As interpretation, the first ~120,000 blocks are so small that the Golomb-Rice coding can't compress the filters that well, which is why the filter sizes are so high proportional to the block size. Except for the input filter, because the coinbase input is skipped, so many of them have 0 elements. But after block 120,000 or so, the filter compression converges pretty quickly to near the optimal value. The encouraging thing here is that if you look at the ratio of the combined size of the separated filters vs the size of a filter containing all of them (currently known as the basic filter), they are pretty much the same size. The mean of the ratio between them after block 150,000 is 99.4%. So basically, not much compression efficiently is lost by separating the basic filter into sub-filters.

On Tue, May 22, 2018 at 5:42 PM, Jim Posen <jim.posen@gmail.com> wrote:
My suggestion was to advertise a bitfield for each filter type the node serves,
where the bitfield indicates what elements are part of the filters. This essentially
removes the notion of decided filter types and instead leaves the decision to 
full-nodes.

I think it makes more sense to construct entirely separate filters for the different types of elements and allow clients to download only the ones they care about. If there are enough elements per filter, the compression ratio shouldn't be much worse by splitting them up. This prevents the exponential blowup in the number of filters that you mention, Johan, and it works nicely with service bits for advertising different filter types independently.

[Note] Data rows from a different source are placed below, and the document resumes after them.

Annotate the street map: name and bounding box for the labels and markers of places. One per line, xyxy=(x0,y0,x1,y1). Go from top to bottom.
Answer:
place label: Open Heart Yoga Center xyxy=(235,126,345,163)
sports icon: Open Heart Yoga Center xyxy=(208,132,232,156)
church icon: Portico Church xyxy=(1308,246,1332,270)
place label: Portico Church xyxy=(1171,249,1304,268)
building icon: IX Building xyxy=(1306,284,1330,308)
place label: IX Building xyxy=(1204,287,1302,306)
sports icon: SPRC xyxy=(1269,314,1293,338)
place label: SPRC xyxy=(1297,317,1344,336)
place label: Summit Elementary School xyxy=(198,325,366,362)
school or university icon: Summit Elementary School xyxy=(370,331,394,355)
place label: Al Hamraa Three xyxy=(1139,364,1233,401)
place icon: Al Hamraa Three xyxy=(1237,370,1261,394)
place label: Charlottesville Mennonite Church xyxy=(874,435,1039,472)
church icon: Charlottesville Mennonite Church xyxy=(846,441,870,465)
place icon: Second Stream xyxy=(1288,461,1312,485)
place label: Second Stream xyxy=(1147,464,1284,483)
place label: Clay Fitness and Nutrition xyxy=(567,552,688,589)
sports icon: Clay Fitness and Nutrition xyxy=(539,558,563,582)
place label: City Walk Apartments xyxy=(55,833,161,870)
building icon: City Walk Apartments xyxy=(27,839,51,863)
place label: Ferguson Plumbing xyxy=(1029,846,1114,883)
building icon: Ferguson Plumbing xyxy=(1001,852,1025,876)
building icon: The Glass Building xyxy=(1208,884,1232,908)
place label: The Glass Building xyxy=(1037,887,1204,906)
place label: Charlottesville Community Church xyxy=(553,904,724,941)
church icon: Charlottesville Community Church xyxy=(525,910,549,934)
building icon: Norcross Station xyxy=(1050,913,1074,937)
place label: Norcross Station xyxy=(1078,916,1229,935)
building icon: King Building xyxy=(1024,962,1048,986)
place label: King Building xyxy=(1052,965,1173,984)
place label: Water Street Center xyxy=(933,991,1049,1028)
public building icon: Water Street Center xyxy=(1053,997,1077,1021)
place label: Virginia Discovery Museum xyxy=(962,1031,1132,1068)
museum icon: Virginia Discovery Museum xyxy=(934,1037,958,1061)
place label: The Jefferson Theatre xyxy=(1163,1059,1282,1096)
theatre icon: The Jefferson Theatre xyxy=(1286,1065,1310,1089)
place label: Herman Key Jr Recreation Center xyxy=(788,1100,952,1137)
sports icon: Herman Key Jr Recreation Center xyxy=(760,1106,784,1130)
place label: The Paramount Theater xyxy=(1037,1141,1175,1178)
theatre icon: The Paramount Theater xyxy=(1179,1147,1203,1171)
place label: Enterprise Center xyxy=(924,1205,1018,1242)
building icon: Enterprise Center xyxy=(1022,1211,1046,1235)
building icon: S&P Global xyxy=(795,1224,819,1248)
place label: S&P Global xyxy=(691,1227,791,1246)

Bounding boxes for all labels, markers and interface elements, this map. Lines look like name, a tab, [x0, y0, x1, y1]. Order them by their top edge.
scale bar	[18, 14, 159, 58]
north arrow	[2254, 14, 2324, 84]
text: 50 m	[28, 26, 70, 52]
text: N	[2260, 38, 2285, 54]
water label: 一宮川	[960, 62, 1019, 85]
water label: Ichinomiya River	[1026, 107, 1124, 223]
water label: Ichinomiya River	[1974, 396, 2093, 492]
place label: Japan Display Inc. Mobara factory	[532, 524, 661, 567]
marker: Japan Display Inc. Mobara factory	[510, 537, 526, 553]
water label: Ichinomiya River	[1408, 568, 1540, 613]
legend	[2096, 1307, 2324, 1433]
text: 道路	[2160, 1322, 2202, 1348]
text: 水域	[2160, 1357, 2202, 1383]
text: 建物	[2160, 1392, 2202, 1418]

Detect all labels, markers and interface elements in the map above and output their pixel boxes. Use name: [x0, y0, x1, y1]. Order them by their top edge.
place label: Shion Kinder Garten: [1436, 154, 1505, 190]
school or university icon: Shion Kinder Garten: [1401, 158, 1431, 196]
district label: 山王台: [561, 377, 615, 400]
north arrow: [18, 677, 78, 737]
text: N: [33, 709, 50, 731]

So if we created three separate filter types, one for output scripts, one for input outpoints, and one for TXIDs, each signaled with a separate service bit, are people good with that? Or do you think there shouldn't be a TXID filter at all, Matt? I didn't include the option of a prev output script filter or rolling that into the block output script filter because it changes the security model (cannot be proven to be correct/incorrect succinctly).

Then there's the question of whether to separate or combine the headers. I'd lean towards keeping them separate because it's simpler that way.